[ML] D-PCC Encoder-Layers

Terminology

latent feature: a compressed internal representation that contains essential information needed to reconstruct the original data.
Cardinality: the number of elements in a set. If a point cloud P is: P = {p1, p2, ..., pN} cardinality $C(s) = N$
Permutation: reordeirng points so they are easier to compress. Compression algorithms reorder points so that nearby points in space appear close together in memory. This makes prediction, delta encoding, or entropy coding work better.E.g., P = [(0,0), (10,10), (1,1), (11,11), (2,2)] is hard to encode because This order jumps back and forth across space., but P' = [(0,0), (1,1), (2,2), (10,10), (11,11)] is better.

Overview - What Does D-PCC Bring Us?

Why not PointNet++?

PointNet++ is a classic hierarchical architecture for point cloud processing. It uses max-pooling to aggregate local neighborhoods, which makes it permutation-invariant but causes two problems:

Clustering bias: max-pooling collapses the entire local neighborhood into one scalar per channel, discarding relative spatial arrangement. Points from a flat surface vs. a sharp edge may produce the same pooled output.
Fixed cardinality assumption: the network is designed for a fixed number of input points. It does not naturally handle variable-size point sets across batches.

Point Transformer

The Point Transformer replaces max-pooling with vector self-attention over K-nearest-neighbor graphs. This addresses both issues:

Permutation invariance is preserved because attention is a weighted sum over an unordered neighborhood.
Variable cardinality is handled naturally — the attention mechanism does not assume a fixed set size.
Local geometry is preserved — instead of collapsing neighbors into a single value, each neighbor’s feature is weighted by its learned relevance (attention score), retaining relative spatial structure.

Traditional vs. learned compression

Traditional point cloud codecs (e.g., octree, kd-tree) achieve near-lossless compression by exploiting spatial locality: nearby points differ little, so only their residuals need to be stored. These methods are hand-engineered and do not generalize across varying densities or scene types.

D-PCC replaces this with a learned latent representation — a compact feature vector per anchor point that is entropy-coded. The decoder reconstructs the full cloud from these anchors.

The variable-density upsampling problem

A naive upsampler that generates a fixed number of new points per anchor produces uniform density, which is wrong — real-world point clouds are non-uniform, with more points on nearby surfaces and fewer on distant ones.

D-PCC solves this by having the decoder predict an upsampling factor per anchor point from its feature vector, so each region can be reconstructed at the appropriate density.

Encoder

A point cloud has no order, but it has geometric structure — planes, edges, etc. The PointTransformer and its position embedding learn the relative pose between each point and its K nearest neighbors.
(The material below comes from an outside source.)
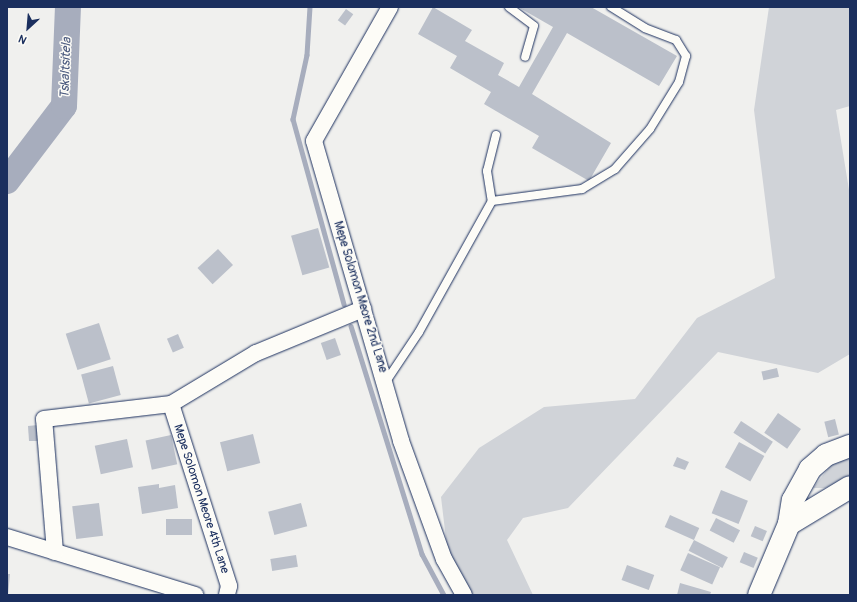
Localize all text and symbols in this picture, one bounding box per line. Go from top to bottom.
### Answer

In position embedding, direction and distance are encoded so a mapping into feature space is learned:

rel       = knn_xyzs - q_xyzs.unsqueeze(-1)
direction = normalize(rel)
distance  = norm(rel)

In point transformers, self-attention without positional embedding depends only on feature content:

\[\text{attn}(q, k, v) = \sum_k \alpha(q, k)\, v\]

Injecting relative-position encoding makes attention geometry-aware — it can now differentiate a neighbor to the left from one above:

\[d = \text{xyz} - \text{xyz}_{knn} \quad \text{(relative pose)}\] \[\text{pos\_enc} = \text{MLP}(d)\] \[\text{attn} = \text{MLP}(q - k + \text{pos\_enc})\]

MaskedPointTransformer

Masked attention over a KNN graph (neighbors are precomputed), where each query point attends to its K nearest key/value points. The mask can further restrict which neighbors are valid.

For each query point the layer:

Looks at its K neighbors in the key set.
Computes attention using feature differences and relative positions.
Ignores masked neighbors.
Returns a new feature vector per query point (with a residual connection).

Inputs:

q_xyz (B, 3, M) — query points (often FPS-downsampled).
k_xyz (B, 3, N) — key/value points (the original point set).
q_feat (B, C_in, M) — feature vectors for query points, used for:
- forming query vectors: q = Wq(q_feat)
- the residual connection at the end
k_feat (B, C_in, N) — features at key points; used to form k = Wk(k_feat), then gathered into KNN neighborhoods.
v_feat (B, C_in, N) — features at value points; used to form v = Wv(v_feat), then gathered into KNN neighborhoods. Often the same as k_feat, but the signature allows them to differ.
knn_index (B, M, K) — for each query point, the indices of its K nearest neighbors.
mask (B, M, K) bool — which neighbors are valid.

What the layer computes

Gather neighborhood geometry — each query gets a local patch:

 knn_xyz = index_points(k_xyz, knn_idx)  # (B, 3, M, K)
 k = index_points(Wk(k_feat), knn_idx)   # (B, H, M, K)
 v = index_points(Wv(v_feat), knn_idx)   # (B, H, M, K)
 q = Wq(q_feat)                          # (B, H, M)

Relative position encoding — turns the spatial offset into a learned feature:

 pos = delta(q_xyz.unsqueeze(-1) - knn_xyz)  # (B, H, M, K)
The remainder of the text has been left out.